Complementary and Alternative Medicine Practitioners
While defining CAM medicine is hard, determining whether someone is a CAM practitioner is also difficult. A medical doctor may prescribe a vitamin to lessen the side effects of a drug. Is he practicing CAM medicine? Maybe or maybe not. Is a doctor who advocates exercising suggesting an alternative treatment? What about someone who recommends light therapy for seasonal depression? Clearly herbs and vitamins fall under the CAM umbrella, but what about yoga or dietary modifications? Or, what about a health care provider who offers an herbal preparation that has been concentrated to the point that it behaves more like a drug? Many drugs, such as digitalis (used for heart disease) are concentrated forms of natural herbs.
A medical doctor using herbs and vitamins may consider himself or herself a standard practitioner because the supplements he or she suggests are backed by scientific studies. Chiropractors or acupuncturists may also consider themselves standard practitioners and be insulted if they are labeled alternative. Acupuncture has been around for over 3000 years. Who is the conventional and who is the alternative practitioner when you look through the eyes of 3000 years of continuous practice?

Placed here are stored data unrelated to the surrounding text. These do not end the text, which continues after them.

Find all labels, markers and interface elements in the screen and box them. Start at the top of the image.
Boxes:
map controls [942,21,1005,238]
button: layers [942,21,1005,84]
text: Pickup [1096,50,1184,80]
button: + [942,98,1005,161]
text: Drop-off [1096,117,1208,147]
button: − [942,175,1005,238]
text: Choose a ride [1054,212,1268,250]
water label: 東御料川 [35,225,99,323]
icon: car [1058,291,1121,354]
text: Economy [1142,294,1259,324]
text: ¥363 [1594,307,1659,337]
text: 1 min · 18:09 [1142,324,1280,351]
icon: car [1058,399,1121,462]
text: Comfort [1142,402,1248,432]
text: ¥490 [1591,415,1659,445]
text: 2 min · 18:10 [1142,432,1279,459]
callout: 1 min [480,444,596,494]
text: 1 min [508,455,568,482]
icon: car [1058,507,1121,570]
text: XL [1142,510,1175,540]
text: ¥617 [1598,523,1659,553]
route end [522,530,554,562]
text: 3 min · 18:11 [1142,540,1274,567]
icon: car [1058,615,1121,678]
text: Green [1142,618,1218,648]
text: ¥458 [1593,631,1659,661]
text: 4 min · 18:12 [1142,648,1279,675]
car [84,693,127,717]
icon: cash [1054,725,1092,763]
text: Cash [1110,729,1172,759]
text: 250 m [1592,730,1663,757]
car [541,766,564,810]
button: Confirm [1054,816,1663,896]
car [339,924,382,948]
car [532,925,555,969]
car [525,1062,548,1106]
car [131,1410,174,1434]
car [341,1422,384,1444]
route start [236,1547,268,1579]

Clearly, there is a lot of confusion and debate surrounding the definition of CAM medicine and CAM practitioners.
Choosing a CAM Practitioner
Not all CAM practitioners are created equal.
Choosing a CAM practitioner requires some investigative work. There is potential for harm from practitioners who don’t know what they are doing, who aren’t aware of the harmful side effects of what they are prescribing, and who are ignorant of the dangers associated with the course of different illnesses. Many seemingly innocent conditions, like a headache, drooling in a child with a cold, and gas and bloating in a post-menopausal woman all have the potential to be very serious. Is your CAM practitioner willing to refer you to standard medical care if the situation warrants it? Most good CAM practitioners have associations with standard medical practitioners; make sure to ask about this when interviewing a CAM practitioner.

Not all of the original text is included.